━━━ Information given ━━━

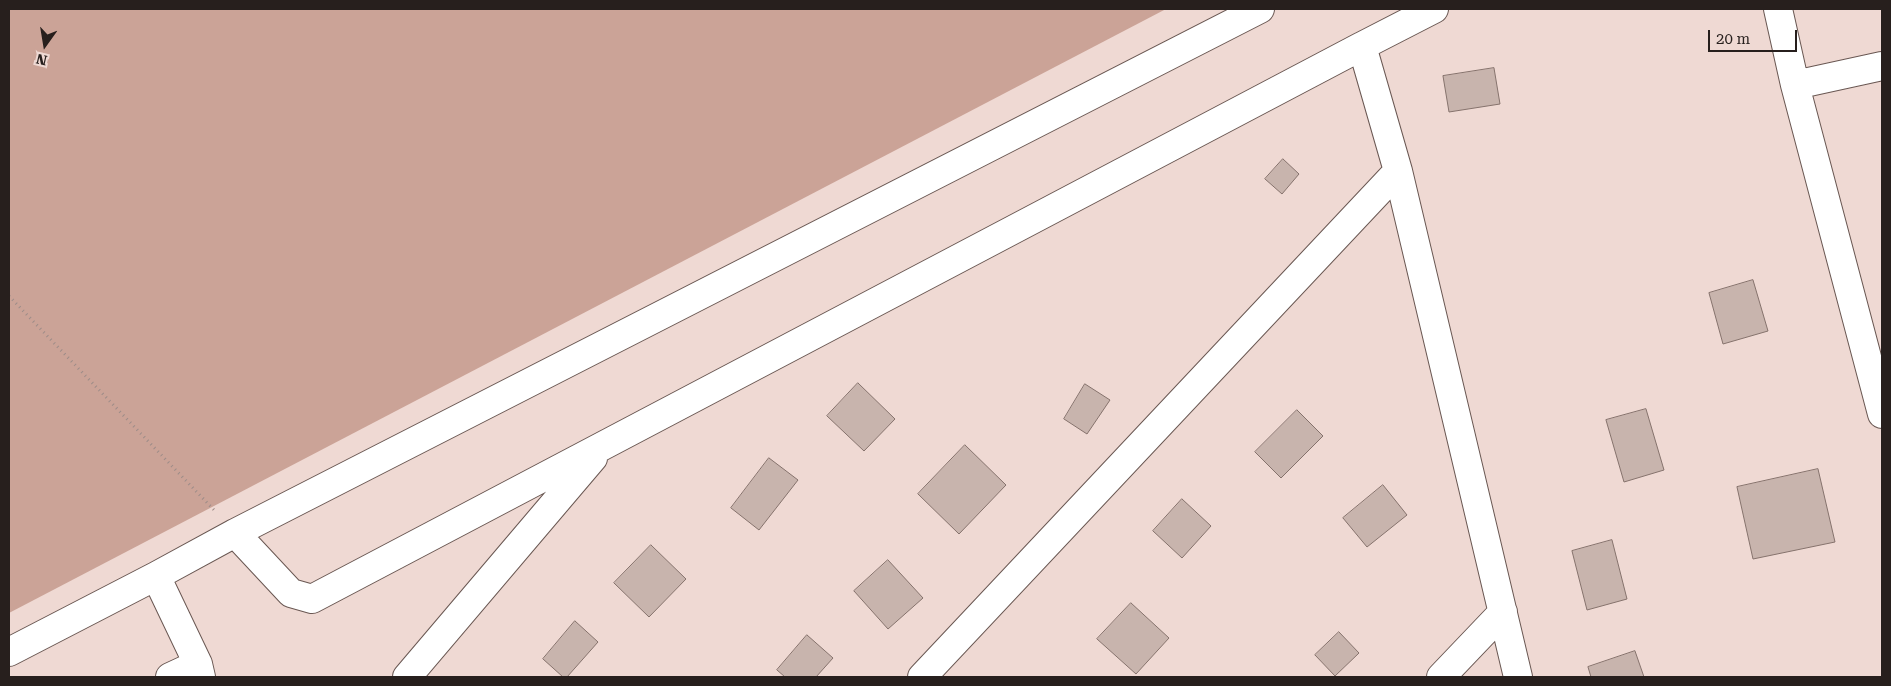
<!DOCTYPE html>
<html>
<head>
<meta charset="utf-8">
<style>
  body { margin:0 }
  #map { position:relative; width:1891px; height:686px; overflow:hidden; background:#efd9d3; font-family:"Roboto Serif",serif }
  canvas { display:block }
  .frame { position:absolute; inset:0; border:10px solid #271f1d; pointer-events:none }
  .north { position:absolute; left:20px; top:20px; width:50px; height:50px; -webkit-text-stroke:4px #efd9d3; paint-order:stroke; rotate:193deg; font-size:14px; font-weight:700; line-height:20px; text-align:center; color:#271f1d }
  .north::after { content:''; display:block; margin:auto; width:18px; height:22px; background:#271f1d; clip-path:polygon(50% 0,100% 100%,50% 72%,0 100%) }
  .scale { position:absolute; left:1708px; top:30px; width:89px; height:22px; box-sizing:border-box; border:2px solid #271f1d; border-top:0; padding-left:6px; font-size:15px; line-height:18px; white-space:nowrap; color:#271f1d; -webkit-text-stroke:4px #efd9d3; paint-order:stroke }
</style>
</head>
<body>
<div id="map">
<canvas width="1891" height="686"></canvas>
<div class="frame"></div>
<div class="north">N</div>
<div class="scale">20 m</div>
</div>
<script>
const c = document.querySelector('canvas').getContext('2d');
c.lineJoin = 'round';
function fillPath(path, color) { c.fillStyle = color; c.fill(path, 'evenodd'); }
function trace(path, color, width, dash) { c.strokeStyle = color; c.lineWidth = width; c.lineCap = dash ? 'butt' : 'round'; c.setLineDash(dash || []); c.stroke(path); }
fillPath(new Path2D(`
  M9 9H1166L9 613Z`), '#cba397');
const building = new Path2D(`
  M1494 68 1500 104 1449 112 1443 76Z
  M1283 159 1299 174 1282 194 1265 179Z
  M1753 280 1768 331 1723 344 1709 293Z
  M858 383 895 419 864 451 827 416Z
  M1085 384 1110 400 1087 434 1064 419Z
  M1646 409 1664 470 1624 482 1606 420Z
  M1297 410 1323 436 1281 478 1255 452Z
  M965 445 1006 485 959 534 918 494Z
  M769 458 798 480 759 530 731 508Z
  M1818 469 1835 542 1753 559 1737 487Z
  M1383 485 1407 515 1367 547 1343 518Z
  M1182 499 1211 526 1182 558 1153 531Z
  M1612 540 1627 599 1587 610 1572 551Z
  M651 545 686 579 649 617 614 583Z
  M888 560 923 598 888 629 854 591Z
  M1131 603 1169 638 1136 674 1097 639Z
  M575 621 598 642 567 677H563L543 659Z
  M1339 632 1359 653 1335 676 1315 655Z
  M807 635 833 658 816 677H785L777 670Z
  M1635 651 1644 677H1591L1588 667Z`);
fillPath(building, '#c8b4ad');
trace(building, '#85726c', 1);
const minor = new Path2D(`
  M1778 9 1795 85 1882 414
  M1362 46 1434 9
  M1795 85 1882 66
  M235 533 291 593 312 599 1362 46 1398 171 1518 677
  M156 576 198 664
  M9 652 156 576 235 533 1260 9
  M170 677 198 664 201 677
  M407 677 593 458
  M922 677 1398 171
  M1441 677 1503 612`);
trace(minor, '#695752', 30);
trace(new Path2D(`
  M9 296 216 512`), '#9d8c88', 3, [1, 4]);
trace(minor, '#fff', 28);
</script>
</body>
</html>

━━━

Instructions to follow: If a picture appears among the records, leave it out, and otherwise reproduce exactly every line from the first line through the one with "position:absolute; left:20px; top:20px;", both included.

Result:
<!DOCTYPE html>
<html>
<head>
<meta charset="utf-8">
<style>
  body { margin:0 }
  #map { position:relative; width:1891px; height:686px; overflow:hidden; background:#efd9d3; font-family:"Roboto Serif",serif }
  canvas { display:block }
  .frame { position:absolute; inset:0; border:10px solid #271f1d; pointer-events:none }
  .north { position:absolute; left:20px; top:20px; width:50px; height:50px; -webkit-text-stroke:4px #efd9d3; paint-order:stroke; rotate:193deg; font-size:14px; font-weight:700; line-height:20px; text-align:center; color:#271f1d }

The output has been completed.